Drawing on our expertise in environmental economics, biodiversity, climate change, development, environmental justice, political ecology, and sustainable finance, each lecture will deepen your understanding of sustainability and its critical role in shaping our world.
Upcoming events
Winter Term 2025
Sustainability and Prosperity in the Age of Ecological Scarcity
Monday 3 February 2025
6.30-8pm
Sheikh Zayed Theatre
Speaker: Prof Edward B. Barbier
We have entered a new era of increasing ecological scarcity and rising global environmental risks - global warming, land use change and biodiversity loss, freshwater scarcity, and deteriorating oceans and coasts.
Drawing on his book, Scarcity and Frontiers, Edward Barbier argues that how economies choose to exploit natural resources is critical to both their sustainability and prosperity. In past eras, a critical driving force behind global economic development has been the response of society to the scarcity of key natural resources. By raising the cost of exploitation and use, scarcity creates incentives to innovate and substitute. However, economies also avoid scarcity by obtaining and developing new ‘frontiers’ of vital resources. How these two responses play out often determines which economies emerge as leaders.

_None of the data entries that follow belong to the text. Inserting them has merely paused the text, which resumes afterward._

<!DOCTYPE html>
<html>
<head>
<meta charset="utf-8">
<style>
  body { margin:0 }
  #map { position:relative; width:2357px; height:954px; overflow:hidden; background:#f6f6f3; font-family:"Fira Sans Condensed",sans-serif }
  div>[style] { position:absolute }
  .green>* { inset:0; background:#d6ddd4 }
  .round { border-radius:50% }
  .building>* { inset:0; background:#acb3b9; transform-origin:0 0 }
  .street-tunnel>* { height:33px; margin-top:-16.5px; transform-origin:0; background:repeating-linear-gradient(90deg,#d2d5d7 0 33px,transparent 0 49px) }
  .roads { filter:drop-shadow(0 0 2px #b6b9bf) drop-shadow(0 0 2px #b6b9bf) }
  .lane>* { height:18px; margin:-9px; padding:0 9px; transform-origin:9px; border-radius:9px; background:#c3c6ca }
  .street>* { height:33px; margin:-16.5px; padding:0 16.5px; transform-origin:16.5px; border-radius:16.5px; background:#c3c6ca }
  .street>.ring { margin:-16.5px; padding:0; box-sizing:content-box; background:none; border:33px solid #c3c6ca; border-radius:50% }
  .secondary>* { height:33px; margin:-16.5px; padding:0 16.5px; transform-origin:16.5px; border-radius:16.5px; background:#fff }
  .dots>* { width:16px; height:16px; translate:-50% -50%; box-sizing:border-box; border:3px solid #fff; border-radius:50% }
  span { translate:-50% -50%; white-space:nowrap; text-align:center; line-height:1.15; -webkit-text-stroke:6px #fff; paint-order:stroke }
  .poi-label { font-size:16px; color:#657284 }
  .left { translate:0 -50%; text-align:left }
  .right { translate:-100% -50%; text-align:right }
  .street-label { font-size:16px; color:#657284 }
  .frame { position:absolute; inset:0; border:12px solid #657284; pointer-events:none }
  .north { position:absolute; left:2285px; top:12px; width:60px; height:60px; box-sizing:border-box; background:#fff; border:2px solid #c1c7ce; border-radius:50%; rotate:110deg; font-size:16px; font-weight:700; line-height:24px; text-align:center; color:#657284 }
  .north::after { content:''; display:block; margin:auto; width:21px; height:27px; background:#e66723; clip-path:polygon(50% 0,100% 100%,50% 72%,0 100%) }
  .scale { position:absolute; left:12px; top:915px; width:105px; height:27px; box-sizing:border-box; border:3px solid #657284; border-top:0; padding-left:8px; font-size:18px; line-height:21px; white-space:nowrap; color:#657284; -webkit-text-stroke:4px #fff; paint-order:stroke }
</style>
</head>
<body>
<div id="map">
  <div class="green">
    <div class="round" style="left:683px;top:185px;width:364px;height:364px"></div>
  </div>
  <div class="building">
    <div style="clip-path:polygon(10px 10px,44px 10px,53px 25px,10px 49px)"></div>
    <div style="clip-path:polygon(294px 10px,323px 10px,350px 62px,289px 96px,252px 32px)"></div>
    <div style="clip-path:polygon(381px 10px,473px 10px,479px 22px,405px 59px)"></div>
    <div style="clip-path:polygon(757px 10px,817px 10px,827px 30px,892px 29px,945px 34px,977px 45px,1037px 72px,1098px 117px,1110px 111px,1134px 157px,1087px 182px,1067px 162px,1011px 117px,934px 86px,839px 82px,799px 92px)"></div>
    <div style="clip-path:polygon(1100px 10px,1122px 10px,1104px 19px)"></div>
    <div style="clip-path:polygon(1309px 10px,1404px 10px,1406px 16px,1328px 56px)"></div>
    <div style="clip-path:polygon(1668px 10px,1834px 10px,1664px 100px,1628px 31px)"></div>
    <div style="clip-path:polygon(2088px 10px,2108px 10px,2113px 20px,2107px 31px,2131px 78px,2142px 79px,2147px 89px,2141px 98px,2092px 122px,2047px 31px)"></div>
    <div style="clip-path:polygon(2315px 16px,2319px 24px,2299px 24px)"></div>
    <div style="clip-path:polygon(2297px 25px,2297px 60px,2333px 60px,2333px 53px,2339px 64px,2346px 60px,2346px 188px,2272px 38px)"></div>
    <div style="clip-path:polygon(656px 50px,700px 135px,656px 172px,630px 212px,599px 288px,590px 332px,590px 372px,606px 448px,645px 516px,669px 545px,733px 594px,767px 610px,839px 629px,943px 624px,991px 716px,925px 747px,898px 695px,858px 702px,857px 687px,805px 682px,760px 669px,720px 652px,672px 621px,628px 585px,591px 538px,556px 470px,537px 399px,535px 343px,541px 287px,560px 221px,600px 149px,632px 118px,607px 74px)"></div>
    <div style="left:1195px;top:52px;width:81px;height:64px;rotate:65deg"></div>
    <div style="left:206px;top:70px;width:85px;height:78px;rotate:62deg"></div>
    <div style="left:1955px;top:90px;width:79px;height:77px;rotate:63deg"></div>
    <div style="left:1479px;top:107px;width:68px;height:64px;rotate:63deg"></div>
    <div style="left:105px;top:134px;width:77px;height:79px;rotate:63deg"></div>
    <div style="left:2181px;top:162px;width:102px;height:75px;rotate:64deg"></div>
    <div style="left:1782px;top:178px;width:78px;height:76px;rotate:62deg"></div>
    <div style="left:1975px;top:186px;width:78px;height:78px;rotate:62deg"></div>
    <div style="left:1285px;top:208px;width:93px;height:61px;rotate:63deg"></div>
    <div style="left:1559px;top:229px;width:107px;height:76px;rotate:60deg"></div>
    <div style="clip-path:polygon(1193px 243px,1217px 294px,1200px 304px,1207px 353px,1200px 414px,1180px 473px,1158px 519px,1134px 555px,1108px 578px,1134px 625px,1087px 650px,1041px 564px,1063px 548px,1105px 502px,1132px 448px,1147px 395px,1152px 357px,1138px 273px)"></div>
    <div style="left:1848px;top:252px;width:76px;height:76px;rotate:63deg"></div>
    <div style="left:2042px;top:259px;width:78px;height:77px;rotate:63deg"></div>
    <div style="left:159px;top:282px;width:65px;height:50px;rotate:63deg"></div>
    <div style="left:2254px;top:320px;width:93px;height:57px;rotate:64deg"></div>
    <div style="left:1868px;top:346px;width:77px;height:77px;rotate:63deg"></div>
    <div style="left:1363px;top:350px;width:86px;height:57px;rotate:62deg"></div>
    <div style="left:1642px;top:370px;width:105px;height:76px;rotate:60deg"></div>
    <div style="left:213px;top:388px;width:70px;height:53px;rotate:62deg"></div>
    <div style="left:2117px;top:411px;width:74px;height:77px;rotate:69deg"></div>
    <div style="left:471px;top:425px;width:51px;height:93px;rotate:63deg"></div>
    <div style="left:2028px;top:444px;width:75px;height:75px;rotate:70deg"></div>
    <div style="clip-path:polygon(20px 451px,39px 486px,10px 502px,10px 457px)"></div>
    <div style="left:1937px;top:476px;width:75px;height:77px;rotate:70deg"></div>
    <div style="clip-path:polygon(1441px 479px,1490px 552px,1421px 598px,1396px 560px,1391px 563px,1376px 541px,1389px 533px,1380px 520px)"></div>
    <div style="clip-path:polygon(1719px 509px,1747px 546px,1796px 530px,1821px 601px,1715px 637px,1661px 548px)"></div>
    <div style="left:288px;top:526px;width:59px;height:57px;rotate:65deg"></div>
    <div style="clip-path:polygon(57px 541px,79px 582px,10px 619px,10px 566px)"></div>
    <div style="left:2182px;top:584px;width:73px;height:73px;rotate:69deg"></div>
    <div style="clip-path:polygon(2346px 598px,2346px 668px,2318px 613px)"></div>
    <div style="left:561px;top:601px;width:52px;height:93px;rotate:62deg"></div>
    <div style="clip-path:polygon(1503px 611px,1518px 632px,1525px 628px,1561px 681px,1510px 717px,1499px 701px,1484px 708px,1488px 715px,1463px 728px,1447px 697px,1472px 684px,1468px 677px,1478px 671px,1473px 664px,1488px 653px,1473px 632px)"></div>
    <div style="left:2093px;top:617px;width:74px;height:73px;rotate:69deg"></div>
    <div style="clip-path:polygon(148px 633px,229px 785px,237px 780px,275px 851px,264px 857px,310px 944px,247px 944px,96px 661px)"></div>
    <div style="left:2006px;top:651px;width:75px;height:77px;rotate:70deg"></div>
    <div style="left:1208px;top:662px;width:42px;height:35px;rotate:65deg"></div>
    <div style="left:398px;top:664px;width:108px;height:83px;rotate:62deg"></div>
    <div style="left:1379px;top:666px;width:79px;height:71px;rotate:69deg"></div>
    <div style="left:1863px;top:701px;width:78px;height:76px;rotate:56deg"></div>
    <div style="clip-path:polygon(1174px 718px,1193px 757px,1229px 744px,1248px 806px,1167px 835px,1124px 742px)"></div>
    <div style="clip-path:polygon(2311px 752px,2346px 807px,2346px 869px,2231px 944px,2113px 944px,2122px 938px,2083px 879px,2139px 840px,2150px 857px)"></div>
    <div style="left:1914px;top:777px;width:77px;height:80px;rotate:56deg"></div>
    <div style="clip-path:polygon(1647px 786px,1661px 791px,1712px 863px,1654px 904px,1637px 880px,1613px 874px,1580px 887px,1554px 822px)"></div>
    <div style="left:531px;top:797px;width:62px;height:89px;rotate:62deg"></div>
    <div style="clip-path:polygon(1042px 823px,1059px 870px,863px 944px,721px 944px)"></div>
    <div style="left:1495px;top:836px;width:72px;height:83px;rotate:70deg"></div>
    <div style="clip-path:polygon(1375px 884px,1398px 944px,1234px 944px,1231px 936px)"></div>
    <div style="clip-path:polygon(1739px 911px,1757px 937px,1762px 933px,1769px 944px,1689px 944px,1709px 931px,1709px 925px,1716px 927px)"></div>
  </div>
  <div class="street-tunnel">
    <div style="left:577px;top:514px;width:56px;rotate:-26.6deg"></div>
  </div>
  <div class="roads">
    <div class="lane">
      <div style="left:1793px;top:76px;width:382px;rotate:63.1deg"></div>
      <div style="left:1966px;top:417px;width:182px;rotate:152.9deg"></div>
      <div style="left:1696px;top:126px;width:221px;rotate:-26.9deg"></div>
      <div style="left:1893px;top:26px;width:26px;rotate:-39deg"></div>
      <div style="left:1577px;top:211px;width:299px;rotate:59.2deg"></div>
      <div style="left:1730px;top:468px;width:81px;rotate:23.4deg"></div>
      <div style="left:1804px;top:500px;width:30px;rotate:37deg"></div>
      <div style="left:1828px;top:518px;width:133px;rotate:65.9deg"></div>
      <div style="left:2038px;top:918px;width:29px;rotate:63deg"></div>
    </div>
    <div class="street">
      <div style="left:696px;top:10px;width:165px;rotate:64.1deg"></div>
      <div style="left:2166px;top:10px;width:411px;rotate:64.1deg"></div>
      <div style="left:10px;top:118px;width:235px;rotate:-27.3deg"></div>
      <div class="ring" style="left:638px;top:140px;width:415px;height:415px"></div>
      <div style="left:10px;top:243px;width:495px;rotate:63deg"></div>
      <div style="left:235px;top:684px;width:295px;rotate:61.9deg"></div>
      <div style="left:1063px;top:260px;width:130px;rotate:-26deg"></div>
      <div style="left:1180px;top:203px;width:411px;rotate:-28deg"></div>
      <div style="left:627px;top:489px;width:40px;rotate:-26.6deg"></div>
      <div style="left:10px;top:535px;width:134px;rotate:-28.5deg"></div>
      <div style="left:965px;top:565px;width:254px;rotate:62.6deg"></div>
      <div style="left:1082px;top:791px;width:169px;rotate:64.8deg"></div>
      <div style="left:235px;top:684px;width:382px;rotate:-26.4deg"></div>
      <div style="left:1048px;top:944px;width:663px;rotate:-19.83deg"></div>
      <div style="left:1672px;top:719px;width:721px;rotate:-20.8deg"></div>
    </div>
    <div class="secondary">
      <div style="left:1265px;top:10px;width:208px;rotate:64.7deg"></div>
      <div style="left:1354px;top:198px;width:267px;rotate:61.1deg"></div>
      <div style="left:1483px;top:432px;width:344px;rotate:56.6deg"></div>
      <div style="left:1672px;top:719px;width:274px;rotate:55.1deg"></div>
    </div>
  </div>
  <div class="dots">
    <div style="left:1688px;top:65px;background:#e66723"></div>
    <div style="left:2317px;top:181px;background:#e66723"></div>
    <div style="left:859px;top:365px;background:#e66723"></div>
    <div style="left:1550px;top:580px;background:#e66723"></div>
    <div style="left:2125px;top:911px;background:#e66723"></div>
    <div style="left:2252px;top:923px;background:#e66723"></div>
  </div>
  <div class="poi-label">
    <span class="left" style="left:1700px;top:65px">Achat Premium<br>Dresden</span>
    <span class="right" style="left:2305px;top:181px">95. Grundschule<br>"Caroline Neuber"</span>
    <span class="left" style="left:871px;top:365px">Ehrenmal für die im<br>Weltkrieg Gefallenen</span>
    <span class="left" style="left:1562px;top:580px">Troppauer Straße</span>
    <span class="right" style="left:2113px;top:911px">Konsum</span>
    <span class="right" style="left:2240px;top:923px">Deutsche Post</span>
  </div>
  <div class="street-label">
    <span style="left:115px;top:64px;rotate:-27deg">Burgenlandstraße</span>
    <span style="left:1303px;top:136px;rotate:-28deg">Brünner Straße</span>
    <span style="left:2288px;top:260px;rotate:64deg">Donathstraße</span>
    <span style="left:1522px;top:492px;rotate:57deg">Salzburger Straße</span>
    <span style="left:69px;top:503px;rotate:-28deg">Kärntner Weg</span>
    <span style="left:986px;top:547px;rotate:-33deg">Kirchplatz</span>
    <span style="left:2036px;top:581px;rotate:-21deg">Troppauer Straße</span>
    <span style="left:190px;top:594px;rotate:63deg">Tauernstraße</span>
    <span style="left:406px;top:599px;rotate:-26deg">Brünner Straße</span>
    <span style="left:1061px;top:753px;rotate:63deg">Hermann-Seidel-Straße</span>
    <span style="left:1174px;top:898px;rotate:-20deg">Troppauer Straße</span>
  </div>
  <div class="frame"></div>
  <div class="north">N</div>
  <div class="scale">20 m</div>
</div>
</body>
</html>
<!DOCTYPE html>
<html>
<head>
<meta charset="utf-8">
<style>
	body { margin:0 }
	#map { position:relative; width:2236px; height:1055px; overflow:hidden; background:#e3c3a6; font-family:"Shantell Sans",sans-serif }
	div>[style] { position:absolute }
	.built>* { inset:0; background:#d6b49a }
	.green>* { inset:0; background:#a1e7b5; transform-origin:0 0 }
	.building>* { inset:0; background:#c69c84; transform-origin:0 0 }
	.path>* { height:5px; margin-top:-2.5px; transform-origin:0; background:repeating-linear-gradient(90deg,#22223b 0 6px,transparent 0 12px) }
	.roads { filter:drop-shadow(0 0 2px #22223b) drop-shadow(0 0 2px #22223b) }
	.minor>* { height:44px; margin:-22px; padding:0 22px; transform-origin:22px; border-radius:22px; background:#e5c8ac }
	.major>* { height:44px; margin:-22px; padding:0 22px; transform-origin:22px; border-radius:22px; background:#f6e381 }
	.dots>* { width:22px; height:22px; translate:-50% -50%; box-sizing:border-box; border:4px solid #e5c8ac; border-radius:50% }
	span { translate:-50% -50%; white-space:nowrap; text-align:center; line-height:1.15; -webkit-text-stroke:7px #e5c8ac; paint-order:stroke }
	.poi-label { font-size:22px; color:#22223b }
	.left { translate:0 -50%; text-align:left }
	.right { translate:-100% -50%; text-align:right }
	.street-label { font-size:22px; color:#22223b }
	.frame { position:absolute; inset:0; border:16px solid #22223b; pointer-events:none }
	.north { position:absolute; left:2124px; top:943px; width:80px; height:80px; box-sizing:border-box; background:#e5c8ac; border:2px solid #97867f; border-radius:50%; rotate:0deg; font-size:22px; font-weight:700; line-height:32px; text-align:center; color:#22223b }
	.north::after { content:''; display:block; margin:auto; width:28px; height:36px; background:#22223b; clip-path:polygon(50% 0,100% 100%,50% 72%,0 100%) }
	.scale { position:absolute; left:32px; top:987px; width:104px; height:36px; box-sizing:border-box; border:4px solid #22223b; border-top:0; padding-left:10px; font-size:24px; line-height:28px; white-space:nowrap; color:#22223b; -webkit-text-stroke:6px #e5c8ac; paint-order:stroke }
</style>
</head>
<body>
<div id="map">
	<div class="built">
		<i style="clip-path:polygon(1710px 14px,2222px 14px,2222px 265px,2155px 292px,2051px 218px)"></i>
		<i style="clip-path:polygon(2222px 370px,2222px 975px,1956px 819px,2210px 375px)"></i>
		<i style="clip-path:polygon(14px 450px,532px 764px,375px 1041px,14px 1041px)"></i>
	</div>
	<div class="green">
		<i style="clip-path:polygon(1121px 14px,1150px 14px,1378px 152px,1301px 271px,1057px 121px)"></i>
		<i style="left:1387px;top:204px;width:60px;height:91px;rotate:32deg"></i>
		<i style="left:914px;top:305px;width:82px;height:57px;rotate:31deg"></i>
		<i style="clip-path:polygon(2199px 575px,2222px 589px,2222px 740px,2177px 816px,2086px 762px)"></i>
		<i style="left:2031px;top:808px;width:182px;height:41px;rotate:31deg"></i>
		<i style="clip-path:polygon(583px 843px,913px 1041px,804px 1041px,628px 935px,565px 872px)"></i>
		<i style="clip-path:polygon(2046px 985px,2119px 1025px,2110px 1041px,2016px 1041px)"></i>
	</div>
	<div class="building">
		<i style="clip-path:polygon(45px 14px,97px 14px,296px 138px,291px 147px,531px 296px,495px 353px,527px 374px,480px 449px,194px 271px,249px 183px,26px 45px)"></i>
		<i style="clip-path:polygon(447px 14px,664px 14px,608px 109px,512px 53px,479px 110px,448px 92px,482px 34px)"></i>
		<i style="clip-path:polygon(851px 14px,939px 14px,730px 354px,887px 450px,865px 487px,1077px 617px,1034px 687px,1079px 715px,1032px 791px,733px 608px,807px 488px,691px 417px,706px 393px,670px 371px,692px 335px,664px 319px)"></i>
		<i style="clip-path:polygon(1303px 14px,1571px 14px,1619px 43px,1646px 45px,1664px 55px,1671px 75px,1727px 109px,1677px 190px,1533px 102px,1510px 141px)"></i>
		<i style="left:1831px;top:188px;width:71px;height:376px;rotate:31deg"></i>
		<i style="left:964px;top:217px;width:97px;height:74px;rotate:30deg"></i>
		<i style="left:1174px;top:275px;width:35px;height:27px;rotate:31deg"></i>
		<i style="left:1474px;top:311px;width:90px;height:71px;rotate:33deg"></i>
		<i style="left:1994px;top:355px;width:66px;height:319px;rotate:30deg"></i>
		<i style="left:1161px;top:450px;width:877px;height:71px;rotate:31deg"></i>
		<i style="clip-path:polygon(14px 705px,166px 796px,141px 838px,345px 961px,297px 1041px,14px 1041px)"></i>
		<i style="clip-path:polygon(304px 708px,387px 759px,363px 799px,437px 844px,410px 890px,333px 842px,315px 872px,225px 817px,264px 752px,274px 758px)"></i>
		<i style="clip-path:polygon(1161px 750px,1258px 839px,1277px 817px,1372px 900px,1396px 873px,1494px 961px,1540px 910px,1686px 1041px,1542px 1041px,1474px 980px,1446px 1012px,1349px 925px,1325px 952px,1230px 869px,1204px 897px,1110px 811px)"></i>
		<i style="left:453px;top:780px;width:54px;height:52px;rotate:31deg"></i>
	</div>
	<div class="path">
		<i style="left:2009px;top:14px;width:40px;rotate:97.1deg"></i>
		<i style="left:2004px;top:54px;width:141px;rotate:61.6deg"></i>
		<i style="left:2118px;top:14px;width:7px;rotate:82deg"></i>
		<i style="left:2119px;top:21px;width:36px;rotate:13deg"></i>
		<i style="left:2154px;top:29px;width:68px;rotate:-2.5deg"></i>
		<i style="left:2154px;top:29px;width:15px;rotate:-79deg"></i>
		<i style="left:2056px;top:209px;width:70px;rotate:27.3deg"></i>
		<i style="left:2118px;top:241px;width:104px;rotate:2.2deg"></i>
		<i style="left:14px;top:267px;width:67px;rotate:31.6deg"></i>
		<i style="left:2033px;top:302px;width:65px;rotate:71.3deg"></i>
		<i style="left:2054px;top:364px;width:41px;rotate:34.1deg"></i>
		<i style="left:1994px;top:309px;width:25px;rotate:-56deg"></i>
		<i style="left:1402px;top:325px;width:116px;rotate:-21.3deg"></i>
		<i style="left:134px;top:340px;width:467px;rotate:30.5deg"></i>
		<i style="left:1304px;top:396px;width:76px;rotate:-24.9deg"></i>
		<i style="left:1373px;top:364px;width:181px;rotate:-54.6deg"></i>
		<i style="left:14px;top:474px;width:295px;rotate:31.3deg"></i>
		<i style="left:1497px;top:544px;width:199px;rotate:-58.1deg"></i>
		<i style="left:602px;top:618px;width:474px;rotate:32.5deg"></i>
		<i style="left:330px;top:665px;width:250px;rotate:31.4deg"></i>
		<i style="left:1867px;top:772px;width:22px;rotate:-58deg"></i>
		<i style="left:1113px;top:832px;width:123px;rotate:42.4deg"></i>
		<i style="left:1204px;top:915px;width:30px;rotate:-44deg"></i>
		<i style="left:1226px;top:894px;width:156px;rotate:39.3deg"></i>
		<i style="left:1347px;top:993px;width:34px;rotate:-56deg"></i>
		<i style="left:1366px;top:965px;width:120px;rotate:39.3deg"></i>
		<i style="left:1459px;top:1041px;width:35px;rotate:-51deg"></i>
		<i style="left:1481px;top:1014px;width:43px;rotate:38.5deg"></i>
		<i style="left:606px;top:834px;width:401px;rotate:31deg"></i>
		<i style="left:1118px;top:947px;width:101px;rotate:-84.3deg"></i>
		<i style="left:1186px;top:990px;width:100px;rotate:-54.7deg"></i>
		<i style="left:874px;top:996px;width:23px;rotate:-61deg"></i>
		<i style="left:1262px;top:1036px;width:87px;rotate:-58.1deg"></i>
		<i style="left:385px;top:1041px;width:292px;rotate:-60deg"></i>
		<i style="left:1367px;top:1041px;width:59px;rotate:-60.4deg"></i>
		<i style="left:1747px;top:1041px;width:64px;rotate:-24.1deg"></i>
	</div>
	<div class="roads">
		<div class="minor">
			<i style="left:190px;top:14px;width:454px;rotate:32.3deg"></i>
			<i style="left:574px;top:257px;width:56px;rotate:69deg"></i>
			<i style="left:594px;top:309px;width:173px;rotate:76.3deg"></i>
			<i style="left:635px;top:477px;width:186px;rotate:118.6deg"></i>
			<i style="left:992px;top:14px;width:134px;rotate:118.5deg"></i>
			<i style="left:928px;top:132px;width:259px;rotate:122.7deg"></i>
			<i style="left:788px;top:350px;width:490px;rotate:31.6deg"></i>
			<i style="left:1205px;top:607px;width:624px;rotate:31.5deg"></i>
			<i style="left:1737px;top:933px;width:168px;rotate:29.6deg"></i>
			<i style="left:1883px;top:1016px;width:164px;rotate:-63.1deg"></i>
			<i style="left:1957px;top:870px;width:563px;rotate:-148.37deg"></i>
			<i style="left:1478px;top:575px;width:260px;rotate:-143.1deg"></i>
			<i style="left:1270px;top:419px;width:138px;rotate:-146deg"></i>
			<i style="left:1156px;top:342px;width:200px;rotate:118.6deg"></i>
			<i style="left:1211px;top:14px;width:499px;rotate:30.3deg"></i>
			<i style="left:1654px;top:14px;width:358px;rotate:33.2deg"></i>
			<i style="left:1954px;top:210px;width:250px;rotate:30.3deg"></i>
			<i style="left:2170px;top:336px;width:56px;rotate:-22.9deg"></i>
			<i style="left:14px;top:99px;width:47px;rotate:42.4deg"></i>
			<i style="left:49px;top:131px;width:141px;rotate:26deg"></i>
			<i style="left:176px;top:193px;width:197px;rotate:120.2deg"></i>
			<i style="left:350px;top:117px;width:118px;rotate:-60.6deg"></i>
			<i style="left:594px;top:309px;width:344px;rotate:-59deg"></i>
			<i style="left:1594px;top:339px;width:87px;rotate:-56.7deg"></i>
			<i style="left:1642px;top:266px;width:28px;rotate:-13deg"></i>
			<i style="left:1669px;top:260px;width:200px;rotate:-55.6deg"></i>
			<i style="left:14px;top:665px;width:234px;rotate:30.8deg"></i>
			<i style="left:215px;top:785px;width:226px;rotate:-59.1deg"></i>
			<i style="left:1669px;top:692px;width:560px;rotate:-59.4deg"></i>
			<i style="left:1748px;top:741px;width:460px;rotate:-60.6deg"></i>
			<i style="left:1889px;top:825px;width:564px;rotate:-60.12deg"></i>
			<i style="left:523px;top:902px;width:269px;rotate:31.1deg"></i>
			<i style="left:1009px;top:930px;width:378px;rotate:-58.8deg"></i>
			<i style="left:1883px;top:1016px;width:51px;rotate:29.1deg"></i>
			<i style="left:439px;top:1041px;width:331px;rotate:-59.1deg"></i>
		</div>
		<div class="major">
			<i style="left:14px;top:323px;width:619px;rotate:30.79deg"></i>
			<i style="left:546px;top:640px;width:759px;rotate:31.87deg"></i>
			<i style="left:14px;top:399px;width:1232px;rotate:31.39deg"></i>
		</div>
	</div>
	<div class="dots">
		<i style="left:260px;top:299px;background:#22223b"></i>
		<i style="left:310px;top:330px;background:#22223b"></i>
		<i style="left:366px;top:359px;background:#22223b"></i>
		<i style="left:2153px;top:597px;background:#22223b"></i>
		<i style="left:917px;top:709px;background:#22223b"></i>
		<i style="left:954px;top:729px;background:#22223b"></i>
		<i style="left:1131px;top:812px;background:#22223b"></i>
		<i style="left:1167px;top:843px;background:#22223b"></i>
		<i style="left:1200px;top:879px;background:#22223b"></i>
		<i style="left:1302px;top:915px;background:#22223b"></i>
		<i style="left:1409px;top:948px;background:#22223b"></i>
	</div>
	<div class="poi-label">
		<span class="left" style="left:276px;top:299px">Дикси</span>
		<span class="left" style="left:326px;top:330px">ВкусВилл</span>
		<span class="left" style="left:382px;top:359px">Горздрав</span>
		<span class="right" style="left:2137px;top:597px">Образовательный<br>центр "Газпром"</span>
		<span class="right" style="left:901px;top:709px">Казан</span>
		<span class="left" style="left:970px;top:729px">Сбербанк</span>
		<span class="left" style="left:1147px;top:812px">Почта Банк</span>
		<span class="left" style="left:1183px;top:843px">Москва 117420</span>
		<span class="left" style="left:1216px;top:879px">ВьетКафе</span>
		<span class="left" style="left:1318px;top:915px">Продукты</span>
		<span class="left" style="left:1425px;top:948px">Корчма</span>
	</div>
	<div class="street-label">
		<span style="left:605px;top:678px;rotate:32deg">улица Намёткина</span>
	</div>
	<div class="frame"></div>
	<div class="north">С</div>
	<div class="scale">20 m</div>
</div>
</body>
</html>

In the present era, rising ecological scarcity and global environmental risks are a defining turning point for all economies, but especially those that are vying to win the “green competitive race” for leading global sectors and markets. The outcome of this race will define how innovation and productivity unfolds over the coming decades as well as whether economies will become more environmentally sustainable.
Past events and podcasts
White Nationalism and GOP Climate Obstruction
Thursday 10 October
6.30-8pm
Sheikh Zayed Theatre
Speaker: Prof Laura Pulido
In this talk, Laura Pulido considers the relationship between U.S. white nationalism and the Republican Party’s (GOP) record of climate obstruction.
Though the fossil fuel industry’s campaign of disinformation has been well-documented, less understood are the politicians who do its bidding. While many assume the state is simply implementing the desires of the fossil fuel industry, what is called, regulatory capture, this assumes a nonracial state.
Laura argues that regulatory capture does not fully explain the current GOP’s climate obstruction. Instead, she suggests that white nationalism has contributed to this process.
White nationalism generates such profound energy that GOP politicians actively cultivate it to support multiple agendas. Consequently, it has transformed the political landscape. It contributes to climate obstruction in various ways, including through elections, serving as a distraction, and producing new discourses and strategies that are deployed against climate action.
By focusing on three historical moments: the Tea Party movement (2009-15), the Trump Presidency (2015-19), and the War on Wokeness (2021-present), Laura shows how white nationalism supports climate obstruction.